Getting Rid of the Mortgage Tax Deduction: Much Ado About Nothing
Obama’s new commission on reducing the debt, The National Commission on Fiscal Responsibility and Reform, have voted not to send thier proposals to Congress. The bipartisan committee has put together a proposal to save $4 trillion over 10 years, but only 11 out of the 18 members voted to pass it through. The proposal would have been presented to Congress had 14 of the members were to approve. The Report was released at the first of December and is only 66 pages.
The plan called for elimination several tax deductions, cutting social security (or raising the age), raising gas tax (15%), cutting Medicare by $400 billion and discretionary spending by over $1.6 trillion by 2020. Among the tax deductions to go is the mortgage interest deduction, which allows homeowners to deduct their interest payments on their mortgage from their taxable income. The proposal is to turn it into a tax credit with a cap on eligible mortgages at $500,000 and eliminating tax benefits for home equity loans and second homes
NAR, the National Association of Realtors, has responded to this proposal saying that the interest deduction is fundamental to the stability of the already ailing housing market. However, proponents of this say that lower income homeowners and the government will be able to save tons of money over time.

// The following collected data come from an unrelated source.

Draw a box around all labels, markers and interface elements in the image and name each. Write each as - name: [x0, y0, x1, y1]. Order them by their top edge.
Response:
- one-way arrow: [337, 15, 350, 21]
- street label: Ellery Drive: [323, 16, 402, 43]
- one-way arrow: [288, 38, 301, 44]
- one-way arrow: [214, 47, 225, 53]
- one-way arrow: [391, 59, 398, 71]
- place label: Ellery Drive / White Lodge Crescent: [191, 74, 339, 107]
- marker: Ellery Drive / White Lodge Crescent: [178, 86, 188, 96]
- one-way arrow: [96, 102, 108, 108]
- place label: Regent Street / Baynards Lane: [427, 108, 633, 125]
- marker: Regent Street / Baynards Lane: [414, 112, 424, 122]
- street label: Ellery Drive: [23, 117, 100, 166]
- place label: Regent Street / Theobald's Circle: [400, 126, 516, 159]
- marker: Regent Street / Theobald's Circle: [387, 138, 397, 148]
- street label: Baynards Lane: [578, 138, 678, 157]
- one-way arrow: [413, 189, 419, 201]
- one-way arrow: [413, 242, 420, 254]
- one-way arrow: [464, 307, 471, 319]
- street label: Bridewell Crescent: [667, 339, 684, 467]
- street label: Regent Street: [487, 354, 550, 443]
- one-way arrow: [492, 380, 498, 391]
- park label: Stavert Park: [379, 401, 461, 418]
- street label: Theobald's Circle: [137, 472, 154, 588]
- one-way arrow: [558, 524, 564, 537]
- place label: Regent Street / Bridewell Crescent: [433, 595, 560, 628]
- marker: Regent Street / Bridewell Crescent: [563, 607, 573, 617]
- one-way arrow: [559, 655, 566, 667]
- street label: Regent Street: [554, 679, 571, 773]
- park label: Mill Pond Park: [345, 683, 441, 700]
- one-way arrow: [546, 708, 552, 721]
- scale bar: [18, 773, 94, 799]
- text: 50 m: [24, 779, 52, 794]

Currently, if individual taxpayers itemize their deductions they can deduct their interest payment on mortgages of up to $1MM for their first and second home as well as for their home equity loans up to $100,000. Most people who itemize their taxes tend to be wealthier people while most in the lower middle and lower will go with the standard deduction. With the Bush tax cuts for the wealthy on the chopping board, understandibly the wealthy can be seen as targeted, but like it or not, the middle class can use all the help it can get right now. By converting the mortgage interest deduction to a tax nonrefundable 12% tax credit, everyone would be able to take advantage of this savings (you dont have to itemize as you would to receive your deduction). Also, cutting the mortgage interest to $500,000 instead of $1MM could leave some richer people with a larger tax bill.
Still, like it or not, the mortgage interest deduction has not been paramount in people making the decision to buy a home, so demand would not be directly affected. US wide last quarter shows a 2% drop in home prices. In San Diego, home prices grew from last month however volume was way down which indicates a future market downturn. If the deduction were to turn into a credit it would surely affect higher priced houses more than lower priced house. In San Diego, 75% of the volume we are experiencing are for homes under $500,000, so the more expensive homes would be devalued even more so than they already are from lack of demand but this may be good news for the majority of home values.
Anyway, this is all much ado about nothing because its not going to pass anytime soon, not while Republicans have the house anyway. Even if it did pass, I do not think there is much to worry about, buy within your means and get educated on your tax breaks and benefits from homeownership. Know what you are getting yourself into.